### Instructions for the task
Repeat each record word for word.

Data entries:
+--

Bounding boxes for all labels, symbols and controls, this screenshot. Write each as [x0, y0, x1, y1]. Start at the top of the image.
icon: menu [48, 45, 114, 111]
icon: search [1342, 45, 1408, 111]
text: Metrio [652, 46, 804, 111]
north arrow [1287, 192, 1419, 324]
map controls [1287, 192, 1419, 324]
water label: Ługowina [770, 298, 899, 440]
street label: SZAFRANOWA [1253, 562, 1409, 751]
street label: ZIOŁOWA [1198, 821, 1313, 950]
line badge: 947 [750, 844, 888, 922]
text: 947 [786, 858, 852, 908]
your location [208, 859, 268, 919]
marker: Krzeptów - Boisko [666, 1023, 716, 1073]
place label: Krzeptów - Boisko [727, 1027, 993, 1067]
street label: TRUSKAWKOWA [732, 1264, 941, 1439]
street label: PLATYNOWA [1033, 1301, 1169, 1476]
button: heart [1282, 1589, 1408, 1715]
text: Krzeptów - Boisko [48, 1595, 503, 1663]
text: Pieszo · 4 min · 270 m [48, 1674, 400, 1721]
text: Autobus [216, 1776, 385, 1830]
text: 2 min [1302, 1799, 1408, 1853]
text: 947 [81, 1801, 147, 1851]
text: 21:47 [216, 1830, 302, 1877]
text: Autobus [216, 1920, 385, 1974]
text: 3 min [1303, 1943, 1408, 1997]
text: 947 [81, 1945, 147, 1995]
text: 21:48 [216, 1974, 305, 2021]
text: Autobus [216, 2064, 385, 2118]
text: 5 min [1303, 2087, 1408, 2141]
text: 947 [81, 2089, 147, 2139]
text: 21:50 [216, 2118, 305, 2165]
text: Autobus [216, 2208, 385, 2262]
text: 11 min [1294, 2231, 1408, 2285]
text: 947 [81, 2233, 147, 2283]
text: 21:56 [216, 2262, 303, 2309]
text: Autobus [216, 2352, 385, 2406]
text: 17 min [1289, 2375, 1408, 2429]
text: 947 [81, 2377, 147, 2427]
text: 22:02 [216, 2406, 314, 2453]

+--

### Expected output
Bounding boxes for all labels, symbols and controls, this screenshot. Write each as [x0, y0, x1, y1]. Start at the top of the image.
icon: menu [48, 45, 114, 111]
icon: search [1342, 45, 1408, 111]
text: Metrio [652, 46, 804, 111]
north arrow [1287, 192, 1419, 324]
map controls [1287, 192, 1419, 324]
water label: Ługowina [770, 298, 899, 440]
street label: SZAFRANOWA [1253, 562, 1409, 751]
street label: ZIOŁOWA [1198, 821, 1313, 950]
line badge: 947 [750, 844, 888, 922]
text: 947 [786, 858, 852, 908]
your location [208, 859, 268, 919]
marker: Krzeptów - Boisko [666, 1023, 716, 1073]
place label: Krzeptów - Boisko [727, 1027, 993, 1067]
street label: TRUSKAWKOWA [732, 1264, 941, 1439]
street label: PLATYNOWA [1033, 1301, 1169, 1476]
button: heart [1282, 1589, 1408, 1715]
text: Krzeptów - Boisko [48, 1595, 503, 1663]
text: Pieszo · 4 min · 270 m [48, 1674, 400, 1721]
text: Autobus [216, 1776, 385, 1830]
text: 2 min [1302, 1799, 1408, 1853]
text: 947 [81, 1801, 147, 1851]
text: 21:47 [216, 1830, 302, 1877]
text: Autobus [216, 1920, 385, 1974]
text: 3 min [1303, 1943, 1408, 1997]
text: 947 [81, 1945, 147, 1995]
text: 21:48 [216, 1974, 305, 2021]
text: Autobus [216, 2064, 385, 2118]
text: 5 min [1303, 2087, 1408, 2141]
text: 947 [81, 2089, 147, 2139]
text: 21:50 [216, 2118, 305, 2165]
text: Autobus [216, 2208, 385, 2262]
text: 11 min [1294, 2231, 1408, 2285]
text: 947 [81, 2233, 147, 2283]
text: 21:56 [216, 2262, 303, 2309]
text: Autobus [216, 2352, 385, 2406]
text: 17 min [1289, 2375, 1408, 2429]
text: 947 [81, 2377, 147, 2427]
text: 22:02 [216, 2406, 314, 2453]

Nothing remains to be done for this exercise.